On November 25th, 2008, Bernard A. Booker, known as Bumpa to my family, passed away after a brief but fierce bout with cancer. I can’t write “fight”, because after the initial diagnosis, Bumpa, age 85, decided to preserve the quality of life, rather than quantity, and live out his remaining time without dealing with hassle of chemo. It’s a choice I respect and hope that I will be as brave someday if faced with a similar choice.
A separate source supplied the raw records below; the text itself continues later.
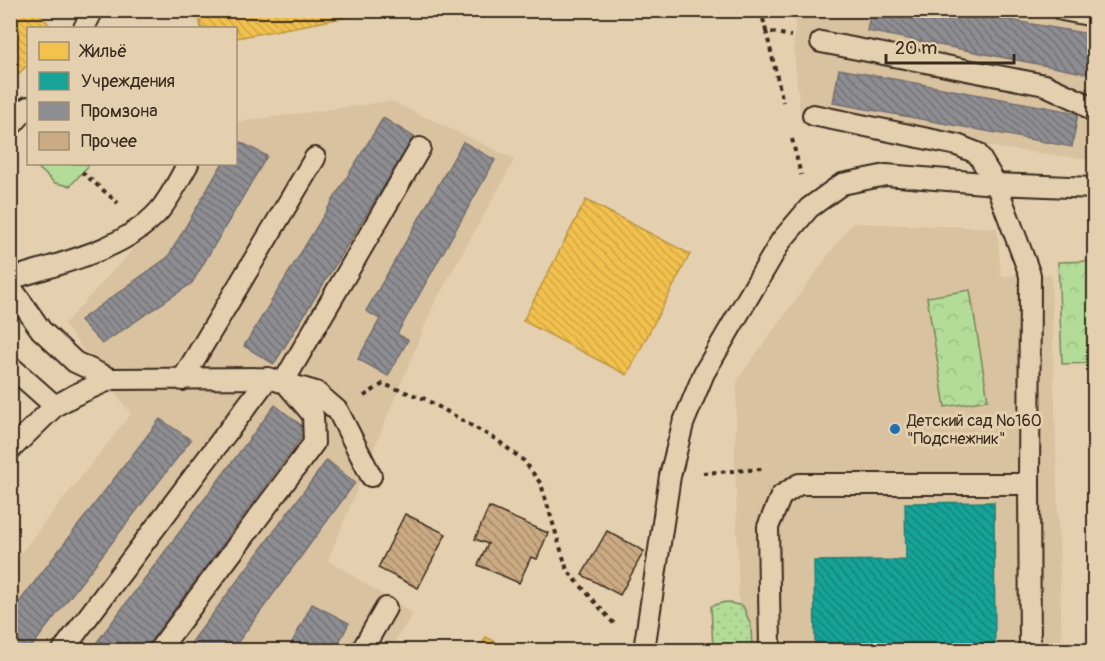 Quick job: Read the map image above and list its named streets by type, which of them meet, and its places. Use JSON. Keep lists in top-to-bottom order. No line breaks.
{"places":["Детский сад №160 \"Подснежник\""],"legend":["Жильё","Учреждения","Промзона","Прочее"],"scale_bar":"20 m"} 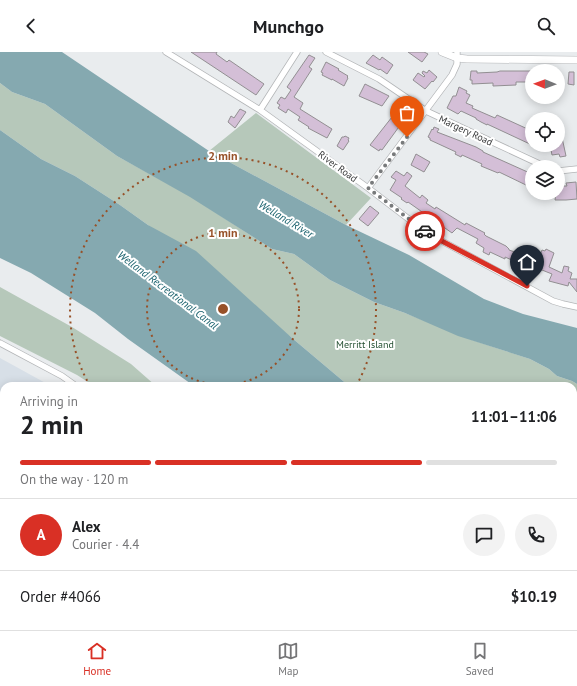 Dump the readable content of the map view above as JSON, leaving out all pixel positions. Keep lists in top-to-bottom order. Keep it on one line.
{"streets":{"street":["Margery Road","River Road"]},"water":["Welland River","Welland Recreational Canal"],"parks":["Merritt Island"],"north":"left","page":{"header":"Munchgo","heading":["2 min","Arriving in","11:01–11:06"],"panel":["Alex","Courier · 4.4","Order #4066","$10.19"],"bar":"On the way · 120 m","round":"A","tabs":["Home","Map","Saved"]},"rings":["2 min","1 min"]} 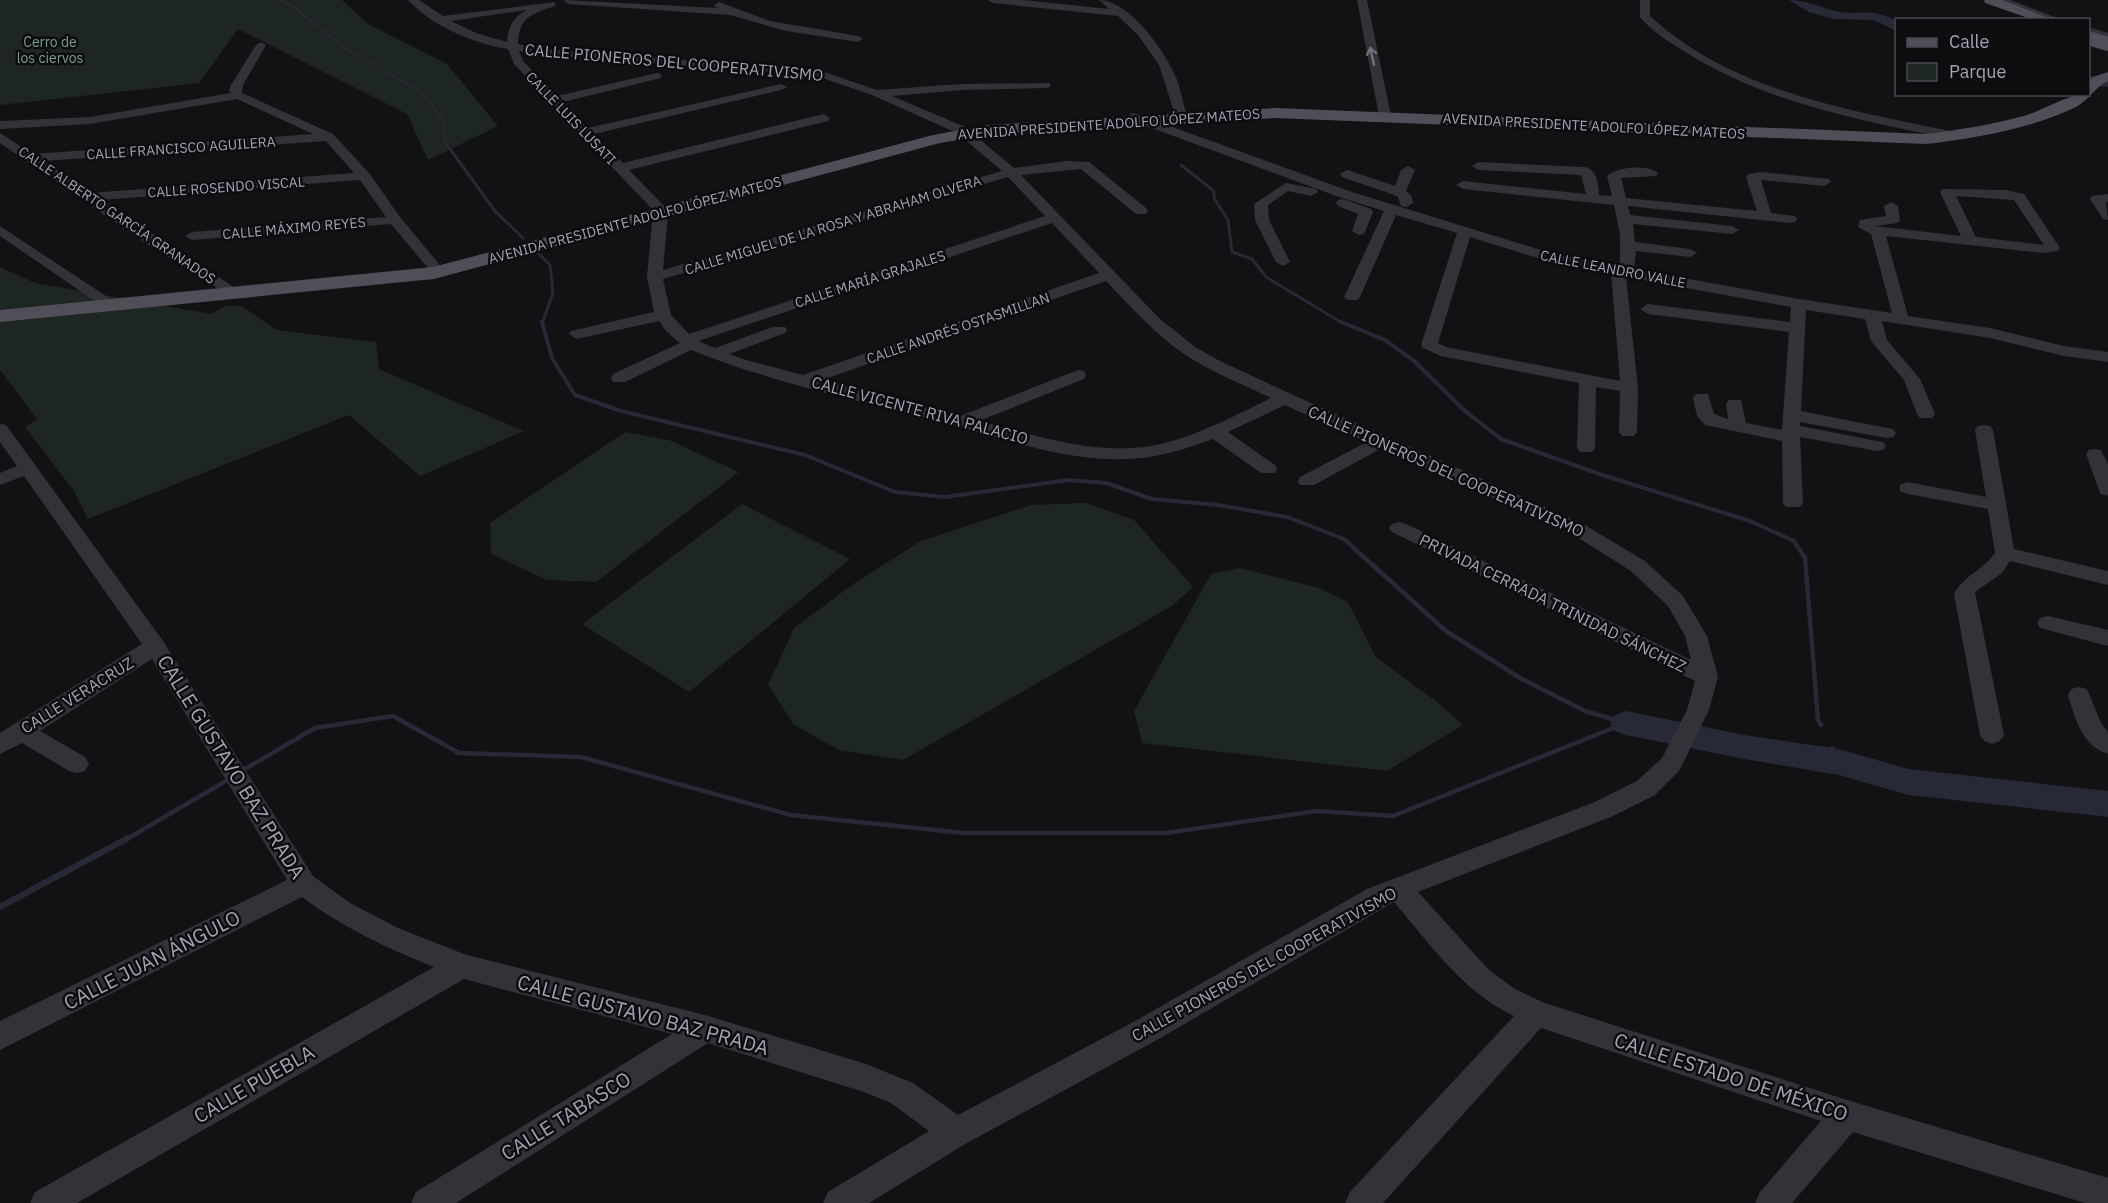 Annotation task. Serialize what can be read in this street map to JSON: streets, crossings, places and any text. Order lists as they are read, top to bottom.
{
  "streets": {
    "main road": ["AVENIDA PRESIDENTE ADOLFO LÓPEZ MATEOS"],
    "street": [
      "CALLE PIONEROS DEL COOPERATIVISMO",
      "CALLE LUIS LUSATI",
      "CALLE FRANCISCO AGUILERA",
      "CALLE ROSENDO VISCAL",
      "CALLE ALBERTO GARCÍA GRANADOS",
      "CALLE MIGUEL DE LA ROSA Y ABRAHAM OLVERA",
      "CALLE MÁXIMO REYES",
      "CALLE LEANDRO VALLE",
      "CALLE MARÍA GRAJALES",
      "CALLE ANDRÉS OSTASMILLAN",
      "CALLE VICENTE RIVA PALACIO",
      "PRIVADA CERRADA TRINIDAD SÁNCHEZ",
      "CALLE VERACRUZ",
      "CALLE GUSTAVO BAZ PRADA",
      "CALLE JUAN ÁNGULO",
      "CALLE ESTADO DE MÉXICO",
      "CALLE PUEBLA",
      "CALLE TABASCO"
    ]
  },
  "crossings": [
    ["CALLE PIONEROS DEL COOPERATIVISMO", "CALLE LUIS LUSATI"],
    ["CALLE PIONEROS DEL COOPERATIVISMO", "AVENIDA PRESIDENTE ADOLFO LÓPEZ MATEOS"],
    ["CALLE PIONEROS DEL COOPERATIVISMO", "CALLE MIGUEL DE LA ROSA Y ABRAHAM OLVERA"],
    ["CALLE PIONEROS DEL COOPERATIVISMO", "CALLE MARÍA GRAJALES"],
    ["CALLE PIONEROS DEL COOPERATIVISMO", "CALLE ANDRÉS OSTASMILLAN"],
    ["CALLE PIONEROS DEL COOPERATIVISMO", "CALLE VICENTE RIVA PALACIO"],
    ["CALLE PIONEROS DEL COOPERATIVISMO", "PRIVADA CERRADA TRINIDAD SÁNCHEZ"],
    ["CALLE PIONEROS DEL COOPERATIVISMO", "CALLE GUSTAVO BAZ PRADA"],
    ["CALLE PIONEROS DEL COOPERATIVISMO", "CALLE ESTADO DE MÉXICO"],
    ["CALLE LUIS LUSATI", "AVENIDA PRESIDENTE ADOLFO LÓPEZ MATEOS"],
    ["AVENIDA PRESIDENTE ADOLFO LÓPEZ MATEOS", "CALLE ALBERTO GARCÍA GRANADOS"],
    ["AVENIDA PRESIDENTE ADOLFO LÓPEZ MATEOS", "CALLE LEANDRO VALLE"],
    ["CALLE FRANCISCO AGUILERA", "CALLE ALBERTO GARCÍA GRANADOS"],
    ["CALLE ROSENDO VISCAL", "CALLE ALBERTO GARCÍA GRANADOS"],
    ["CALLE MARÍA GRAJALES", "CALLE VICENTE RIVA PALACIO"],
    ["CALLE ANDRÉS OSTASMILLAN", "CALLE VICENTE RIVA PALACIO"],
    ["CALLE VERACRUZ", "CALLE GUSTAVO BAZ PRADA"],
    ["CALLE GUSTAVO BAZ PRADA", "CALLE JUAN ÁNGULO"],
    ["CALLE GUSTAVO BAZ PRADA", "CALLE PUEBLA"],
    ["CALLE GUSTAVO BAZ PRADA", "CALLE TABASCO"]
  ],
  "parks": ["Cerro de los ciervos"],
  "legend": ["Calle", "Parque"]
} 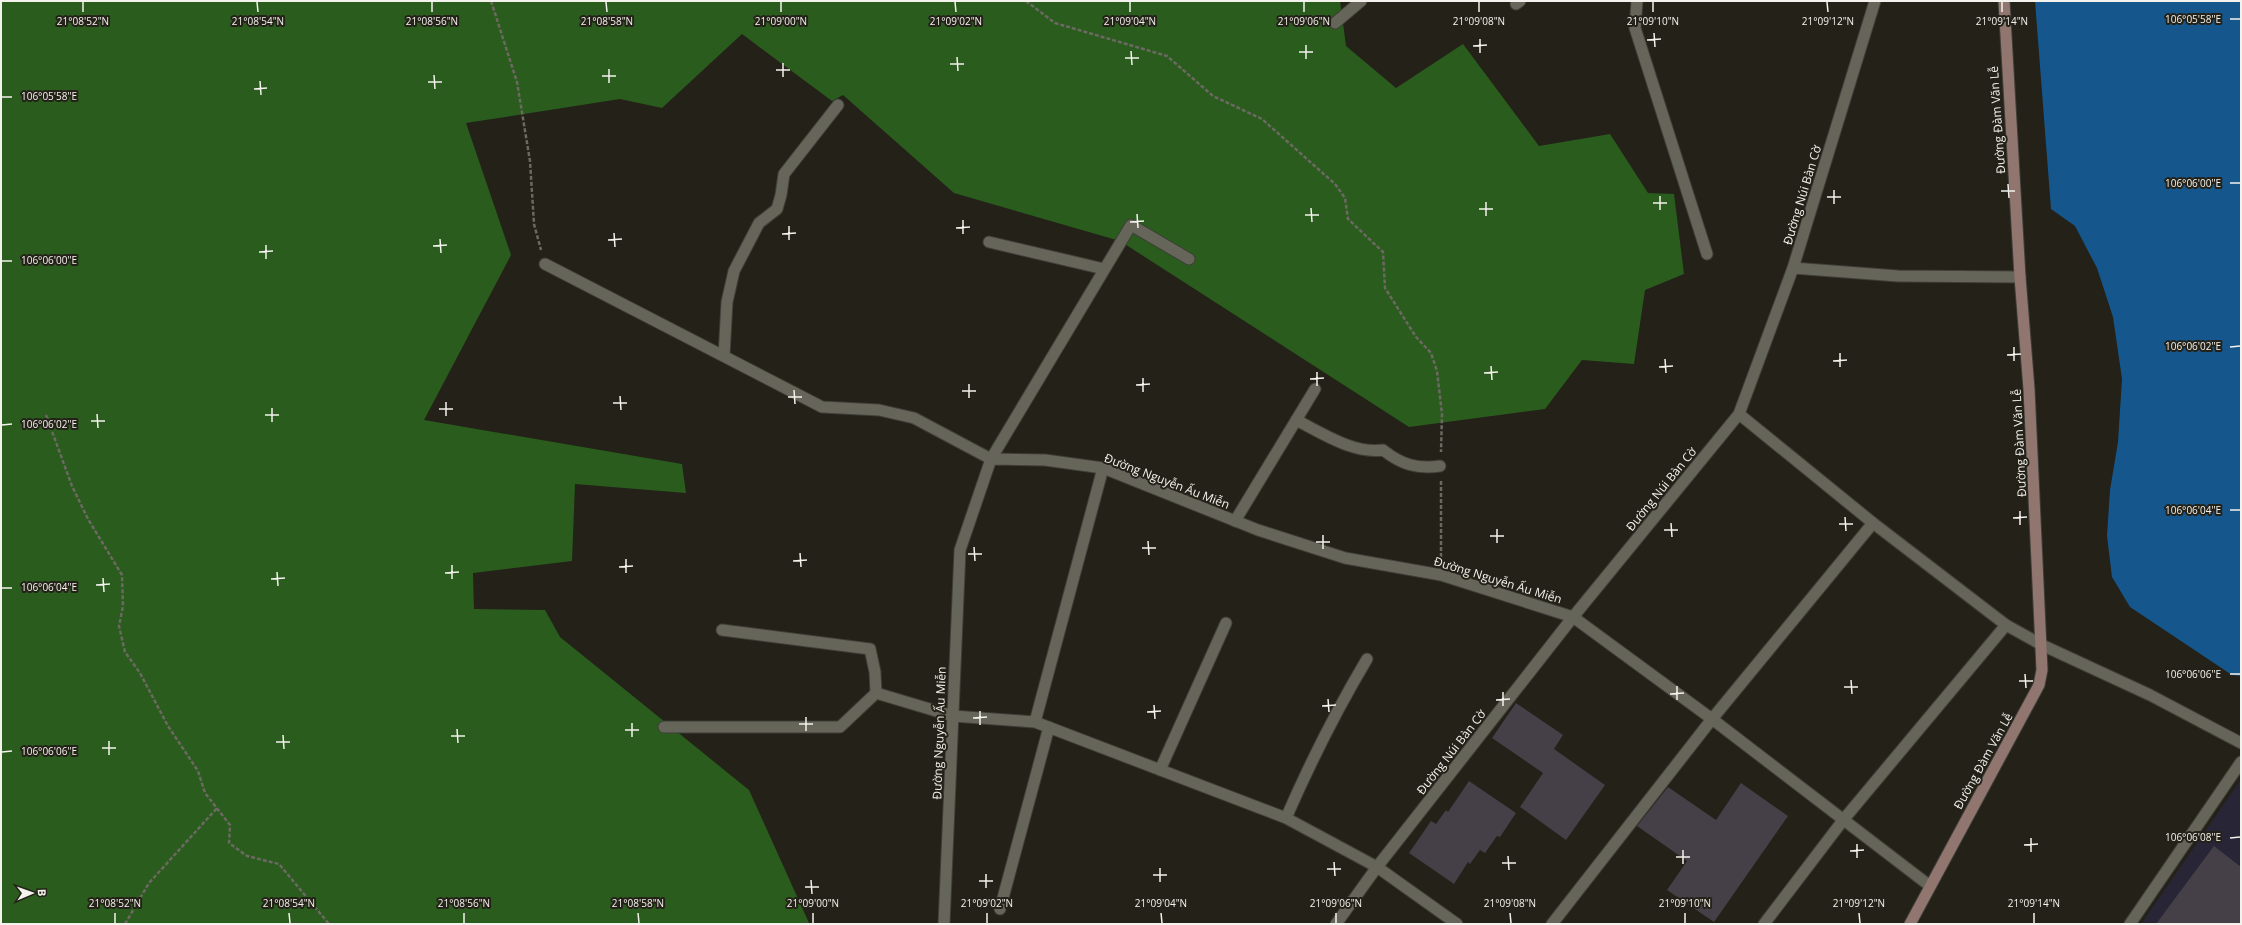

Today is the memorial service. It seems a little weird to say I am thankful that it is on a holiday weekend, but it means that everyone in my immediate family can be there. I’m not really sure what to expect from today, except that I will cry, console other crying people, and watch other people who I don’t know, but who knew Bumpa cry too. It seems an odd way to mourn a man who was a decorated WWII vet, classic curmudgeon, grandfather extraordinaire, and avid outdoorsman. If I wasn’t bound by family duty, I would hike up Bauneg Beg Hill with a bottle of scotch and toast him from the summit.
I am grateful that I had Mami and Bumpa in my life. Neighbors of my mother’s parents, they adopted my brother and I as the grandchildren they never had. The four of us led a charmed life, full love expressed in big and little ways. Mami, married to Bumpa for near 50 years passed away 13 years ago. I’m not sure Bumpa ever really got over that. He continued to refer to her in the present tense into his last days. This wasn’t due to senility or memory loss — she just continued to be present for him even though she wasn’t physically there. I think he continued to love her in a way that no woman could ever replace, though he never had a lack of women friends who would stop by with a meal or invite him out.
Every child deserves grandparents who spoil them rotten and teach them unconditional love. That was Mami and Bumpa for my brother and I. There was a lack of grandparents/grandchildren in both our lives and we were lucky enough to fill that void for each other with love.
Thank you for being my grandfather. I miss you.